Actuellement, les professionnels de la santé ont le choix entre trois antibiotiques pour le traitement de la maladie de Lyme. Il s’agit de la doxycycline, du céfuroxime et de l’amoxicilline.

Parfois, cependant, les antibiotiques ne parviennent pas à éradiquer toutes les traces de B. burgdorferi du système, ce qui signifie que la maladie peut persister.

Dans ce cas, les cellules bactériennes qui ont développé une résistance aux antibiotiques peuvent continuer à proliférer. On les appelle les cellules persistantes.

Pour cette raison, les chercheurs se sont penchés sur des modes alternatifs de lutte contre la bactérie, et leur première ligne de recherche s’est concentrée sur les remèdes naturels.

En 2018, une étude in vitro (dans des cellules de culture) a suggéré que 10 huiles essentielles dérivées de plantes pouvaient aider à combattre B. burgdorferi.

Maintenant, des chercheurs de l’école de santé publique Johns Hopkins Bloomberg de Baltimore, MD, et du California Center for Functional Medicine and Focus Health de Berkeley, ont mené une nouvelle étude qui les a amenés à penser que deux plantes spécifiques pourraient conduire à des thérapies plus efficaces contre la maladie de Lyme.

« Plusieurs milliers de patients atteints de la maladie de Lyme aujourd’hui, en particulier ceux qui présentent des symptômes à un stade avancé et qui n’ont pas été traités efficacement, ont grand besoin d’options de traitement efficaces et accessibles », note le Dr Sunjya Schweig, coauteur de l’étude.

La quinine et la renouée sont prometteuses

Dans leur étude – dont les résultats sont publiés dans le journal Frontières de la médecine – les chercheurs ont analysé le potentiel de 14 extraits de plantes différentes pour tuer B. burgdorferi.

Ils ont comparé les résultats avec ceux de deux des médicaments traditionnels utilisés contre la maladie de Lyme : la doxycycline et le céfuroxime.

Les chercheurs ont opposé chacun de ces extraits de plantes à des B. burgdorferi nageant librement (planctoniques) et à des microcolonies de cette bactérie – des agrégats de cellules bactériennes.

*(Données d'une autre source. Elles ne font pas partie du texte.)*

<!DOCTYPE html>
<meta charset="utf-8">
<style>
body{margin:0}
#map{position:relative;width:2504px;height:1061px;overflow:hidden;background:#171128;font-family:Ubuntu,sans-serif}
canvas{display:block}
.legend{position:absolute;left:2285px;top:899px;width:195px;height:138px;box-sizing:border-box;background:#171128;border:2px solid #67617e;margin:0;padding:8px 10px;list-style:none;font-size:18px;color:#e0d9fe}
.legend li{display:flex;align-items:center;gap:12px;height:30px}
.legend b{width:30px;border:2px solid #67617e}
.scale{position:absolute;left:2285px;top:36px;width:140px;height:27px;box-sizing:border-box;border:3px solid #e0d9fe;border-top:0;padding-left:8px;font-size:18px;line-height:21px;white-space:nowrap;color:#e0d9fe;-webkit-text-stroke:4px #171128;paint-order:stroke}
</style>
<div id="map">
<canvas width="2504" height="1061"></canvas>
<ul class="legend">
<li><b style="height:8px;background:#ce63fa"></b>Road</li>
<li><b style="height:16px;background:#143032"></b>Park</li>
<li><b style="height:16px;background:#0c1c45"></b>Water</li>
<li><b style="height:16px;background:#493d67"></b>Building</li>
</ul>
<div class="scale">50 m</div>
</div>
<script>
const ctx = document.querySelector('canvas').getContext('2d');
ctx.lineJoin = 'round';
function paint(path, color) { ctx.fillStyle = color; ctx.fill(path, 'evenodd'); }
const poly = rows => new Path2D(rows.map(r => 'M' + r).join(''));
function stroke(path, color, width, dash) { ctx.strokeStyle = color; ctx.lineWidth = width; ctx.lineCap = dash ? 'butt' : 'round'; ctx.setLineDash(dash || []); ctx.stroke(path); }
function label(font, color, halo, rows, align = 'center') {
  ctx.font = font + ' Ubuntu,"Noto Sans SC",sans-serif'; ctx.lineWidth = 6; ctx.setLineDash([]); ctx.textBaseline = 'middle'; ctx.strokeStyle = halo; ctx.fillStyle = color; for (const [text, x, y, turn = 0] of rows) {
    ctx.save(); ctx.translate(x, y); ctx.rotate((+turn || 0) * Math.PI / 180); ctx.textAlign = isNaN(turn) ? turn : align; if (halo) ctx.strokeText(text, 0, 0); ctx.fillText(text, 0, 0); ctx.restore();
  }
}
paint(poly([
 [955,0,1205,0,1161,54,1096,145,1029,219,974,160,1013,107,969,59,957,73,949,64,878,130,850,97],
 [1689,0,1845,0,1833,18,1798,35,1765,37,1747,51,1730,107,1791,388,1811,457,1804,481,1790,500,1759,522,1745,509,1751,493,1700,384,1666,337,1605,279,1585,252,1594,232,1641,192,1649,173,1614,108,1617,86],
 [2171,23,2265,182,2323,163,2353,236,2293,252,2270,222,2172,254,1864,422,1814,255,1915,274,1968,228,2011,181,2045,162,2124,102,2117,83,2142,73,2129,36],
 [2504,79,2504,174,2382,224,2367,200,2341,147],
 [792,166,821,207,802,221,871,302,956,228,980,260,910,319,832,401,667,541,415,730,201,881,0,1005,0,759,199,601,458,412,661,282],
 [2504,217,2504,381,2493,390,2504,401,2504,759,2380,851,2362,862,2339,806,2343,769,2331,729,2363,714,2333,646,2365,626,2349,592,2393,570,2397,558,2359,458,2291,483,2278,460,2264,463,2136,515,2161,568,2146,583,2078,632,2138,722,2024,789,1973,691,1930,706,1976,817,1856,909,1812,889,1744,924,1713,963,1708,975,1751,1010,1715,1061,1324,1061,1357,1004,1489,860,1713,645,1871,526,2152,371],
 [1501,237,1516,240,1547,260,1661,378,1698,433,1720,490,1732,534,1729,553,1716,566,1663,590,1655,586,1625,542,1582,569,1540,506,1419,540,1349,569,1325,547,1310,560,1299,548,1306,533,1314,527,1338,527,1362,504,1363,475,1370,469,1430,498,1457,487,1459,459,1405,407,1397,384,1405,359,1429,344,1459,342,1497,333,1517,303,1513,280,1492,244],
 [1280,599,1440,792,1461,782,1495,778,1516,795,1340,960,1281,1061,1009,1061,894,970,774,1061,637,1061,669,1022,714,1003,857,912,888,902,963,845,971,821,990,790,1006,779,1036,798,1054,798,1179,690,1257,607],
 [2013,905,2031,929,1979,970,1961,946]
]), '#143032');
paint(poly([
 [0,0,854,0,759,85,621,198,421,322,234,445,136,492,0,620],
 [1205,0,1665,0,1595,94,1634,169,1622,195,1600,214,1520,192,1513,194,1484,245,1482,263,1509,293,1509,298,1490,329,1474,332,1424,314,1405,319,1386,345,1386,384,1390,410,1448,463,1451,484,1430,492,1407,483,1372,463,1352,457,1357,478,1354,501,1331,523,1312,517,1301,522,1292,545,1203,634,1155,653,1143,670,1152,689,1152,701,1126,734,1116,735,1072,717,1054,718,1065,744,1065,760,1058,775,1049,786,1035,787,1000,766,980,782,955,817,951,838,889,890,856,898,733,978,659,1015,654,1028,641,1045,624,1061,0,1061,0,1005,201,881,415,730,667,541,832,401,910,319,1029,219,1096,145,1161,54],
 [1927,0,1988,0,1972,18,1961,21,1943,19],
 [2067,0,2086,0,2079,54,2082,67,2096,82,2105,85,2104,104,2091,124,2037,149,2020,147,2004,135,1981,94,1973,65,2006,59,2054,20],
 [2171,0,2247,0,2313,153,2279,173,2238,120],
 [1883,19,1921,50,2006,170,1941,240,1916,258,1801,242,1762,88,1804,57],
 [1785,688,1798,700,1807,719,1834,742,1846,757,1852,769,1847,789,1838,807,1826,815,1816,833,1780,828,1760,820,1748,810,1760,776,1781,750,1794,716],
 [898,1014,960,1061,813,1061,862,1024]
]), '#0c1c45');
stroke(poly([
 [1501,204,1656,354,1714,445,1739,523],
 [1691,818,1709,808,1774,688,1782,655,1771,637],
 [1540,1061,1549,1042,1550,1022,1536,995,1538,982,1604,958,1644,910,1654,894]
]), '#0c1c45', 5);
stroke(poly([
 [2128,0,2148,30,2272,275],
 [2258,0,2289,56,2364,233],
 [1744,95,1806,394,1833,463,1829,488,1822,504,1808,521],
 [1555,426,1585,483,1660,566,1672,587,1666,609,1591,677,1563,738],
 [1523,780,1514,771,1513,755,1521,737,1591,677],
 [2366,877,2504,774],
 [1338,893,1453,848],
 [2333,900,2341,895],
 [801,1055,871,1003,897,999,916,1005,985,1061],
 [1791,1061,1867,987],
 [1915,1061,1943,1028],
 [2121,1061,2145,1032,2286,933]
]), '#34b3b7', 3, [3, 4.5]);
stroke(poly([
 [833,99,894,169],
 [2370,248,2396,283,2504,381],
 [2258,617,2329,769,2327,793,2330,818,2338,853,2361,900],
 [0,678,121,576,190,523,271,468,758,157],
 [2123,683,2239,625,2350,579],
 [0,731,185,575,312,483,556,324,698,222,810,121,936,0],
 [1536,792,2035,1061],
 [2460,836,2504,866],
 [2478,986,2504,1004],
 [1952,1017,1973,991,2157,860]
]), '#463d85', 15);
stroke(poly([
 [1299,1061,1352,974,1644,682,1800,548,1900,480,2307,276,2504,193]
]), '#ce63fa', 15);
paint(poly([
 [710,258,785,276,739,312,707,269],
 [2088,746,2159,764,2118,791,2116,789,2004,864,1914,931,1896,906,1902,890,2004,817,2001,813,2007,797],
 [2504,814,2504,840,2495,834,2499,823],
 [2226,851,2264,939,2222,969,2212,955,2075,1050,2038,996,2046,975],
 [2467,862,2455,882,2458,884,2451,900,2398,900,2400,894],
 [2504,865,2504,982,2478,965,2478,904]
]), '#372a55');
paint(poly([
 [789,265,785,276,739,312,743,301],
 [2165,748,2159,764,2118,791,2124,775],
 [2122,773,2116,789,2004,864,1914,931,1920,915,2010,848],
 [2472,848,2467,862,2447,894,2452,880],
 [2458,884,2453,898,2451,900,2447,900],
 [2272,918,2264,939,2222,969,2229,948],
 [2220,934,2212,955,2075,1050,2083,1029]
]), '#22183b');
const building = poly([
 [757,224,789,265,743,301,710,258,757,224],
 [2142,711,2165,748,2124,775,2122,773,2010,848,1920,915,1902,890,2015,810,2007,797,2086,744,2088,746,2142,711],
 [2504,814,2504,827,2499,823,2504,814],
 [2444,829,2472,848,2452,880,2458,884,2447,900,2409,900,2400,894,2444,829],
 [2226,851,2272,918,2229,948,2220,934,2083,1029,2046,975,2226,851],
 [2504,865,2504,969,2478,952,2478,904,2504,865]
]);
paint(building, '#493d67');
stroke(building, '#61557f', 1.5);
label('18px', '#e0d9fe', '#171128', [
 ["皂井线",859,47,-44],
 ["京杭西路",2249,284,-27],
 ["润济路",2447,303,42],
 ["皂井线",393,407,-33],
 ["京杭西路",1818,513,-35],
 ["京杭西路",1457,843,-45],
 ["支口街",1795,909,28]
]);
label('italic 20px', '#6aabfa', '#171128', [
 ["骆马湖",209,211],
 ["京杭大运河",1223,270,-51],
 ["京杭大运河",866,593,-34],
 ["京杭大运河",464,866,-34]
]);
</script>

Les tests in vitro ont suggéré que les extraits de sept plantes différentes étaient plus efficaces contre la bactérie de la maladie de Lyme que la doxycycline et le céfuroxime.

Les plantes en question étaient le noyer noir(Juglans nigra), la griffe de chat(Uncaria tomentosa), l’armoise douce(Artemisia annua), le ciste méditerranéen(Cistus incanus), lascutellaire chinoise(Scutellaria baicalensis), la quinine du Ghana(Cryptolepis sanguinolenta) et la renouée du Japon(Polygonum cuspidatum).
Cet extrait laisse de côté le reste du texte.